Buffy's eyes flashed with annoyance. "You think Jaif will go home?"

"That his name, is it? Couldn't say for certain, but if he hasn't already, it's as good a chance as any, and as predictable a reaction as any for your average self-respectin' creature of darkness."

She sighed. "The only other place he might go is the Council, to get whatever they paid him to masquerade as a Jemm'ra demon, but he hasn't been back there either, as far as we know."

"So get someone to watch the family, then you'll have everything covered."

The blue-grey eyes focused on him.

"Oh no, no way," he said quickly. "I'm just offering some common sense, not hours of mind-numbing boredom chasing down leads to find a poncy great wanker who begrudges me even a bowl of Weetabix, let alone proximity to either his precious Slayer or her kid bloody sister."

The wide eyes grew larger and even bleaker. "Please," she asked, so completely out of character that he said yes before he even realised what he was doing.

*******

"He hasn't been sighted."

Buffy stared at the older, taller man.

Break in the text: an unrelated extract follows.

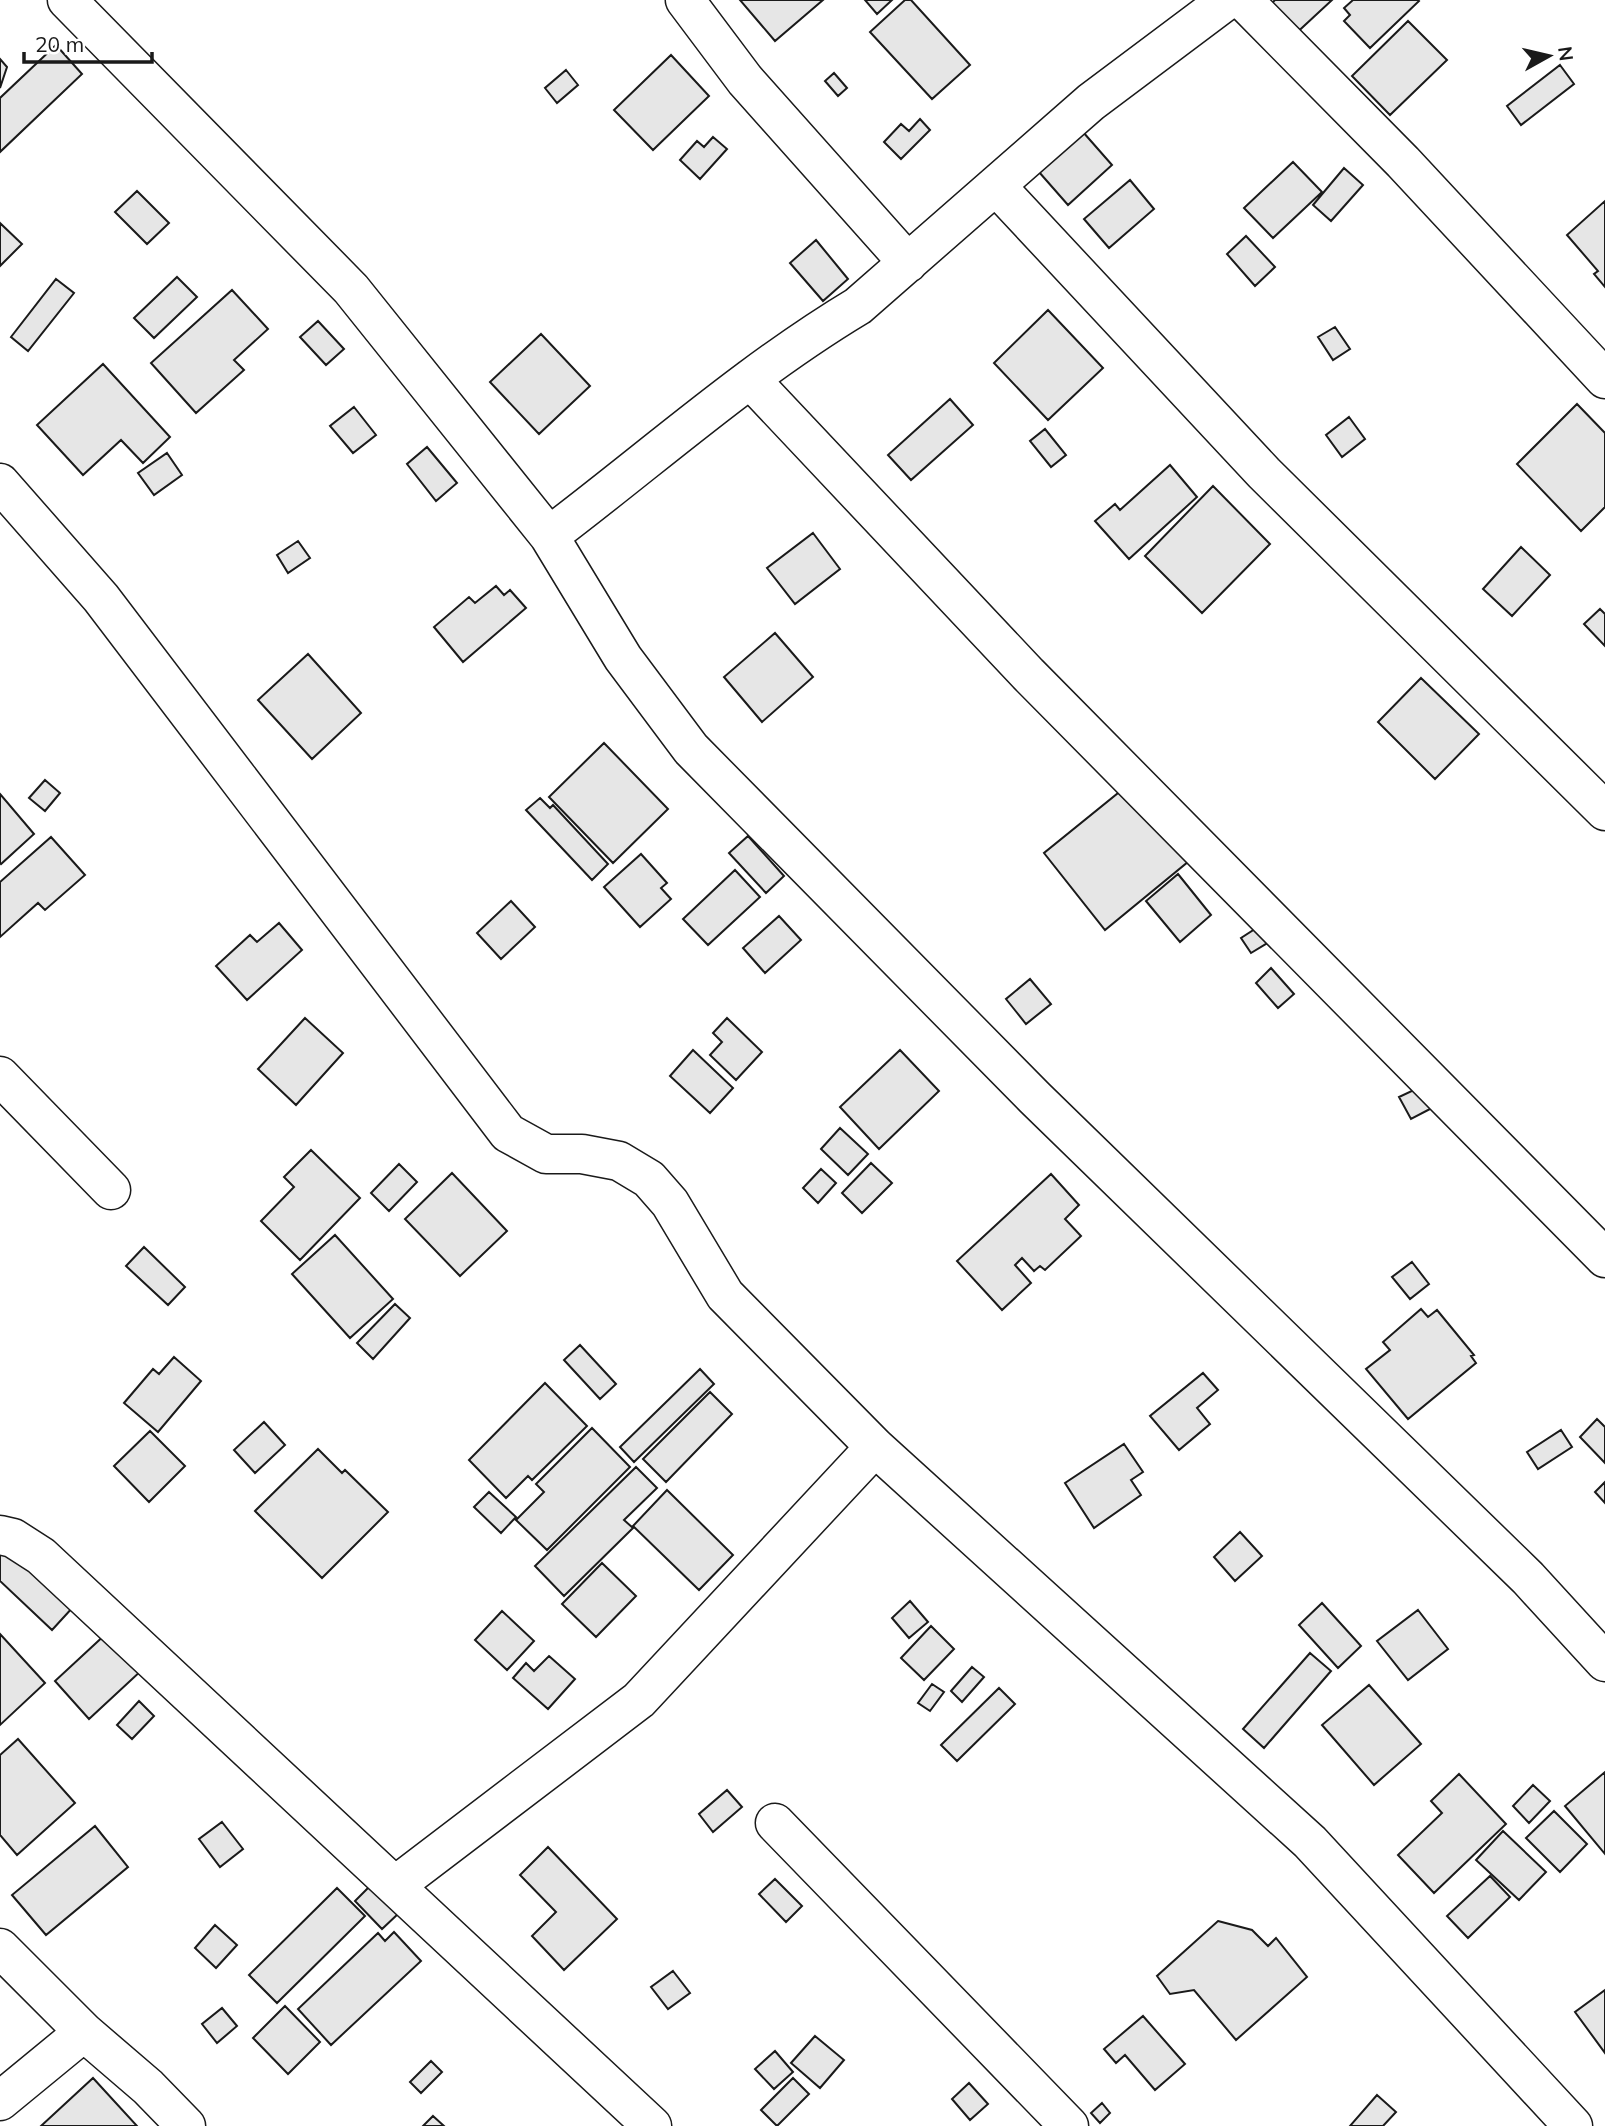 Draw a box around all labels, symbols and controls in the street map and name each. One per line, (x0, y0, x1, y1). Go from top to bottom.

He looked jaded and tired but there was a comfortable familiarity about him that made it easy to listen to him.

"If he was around, somewhere, wouldn't he have reported in by now?"

Phillip Trentham rolled his eyes. "You would think so, wouldn't you? All I can tell you is that my most trusted contact assures me that the Council are just as interested in Jaif's whereabouts as we are."

"Great," Buffy growled then relented a little at the bleak look on her companion's face.

"It's not your fault. You couldn't know any more than Giles could, that a portal was going to open. I mean…I still don't really get how Giles ended up going through it. It's not like he was like, in a runaway car or something, you know? How hard is it to stop running when you see something that weird?"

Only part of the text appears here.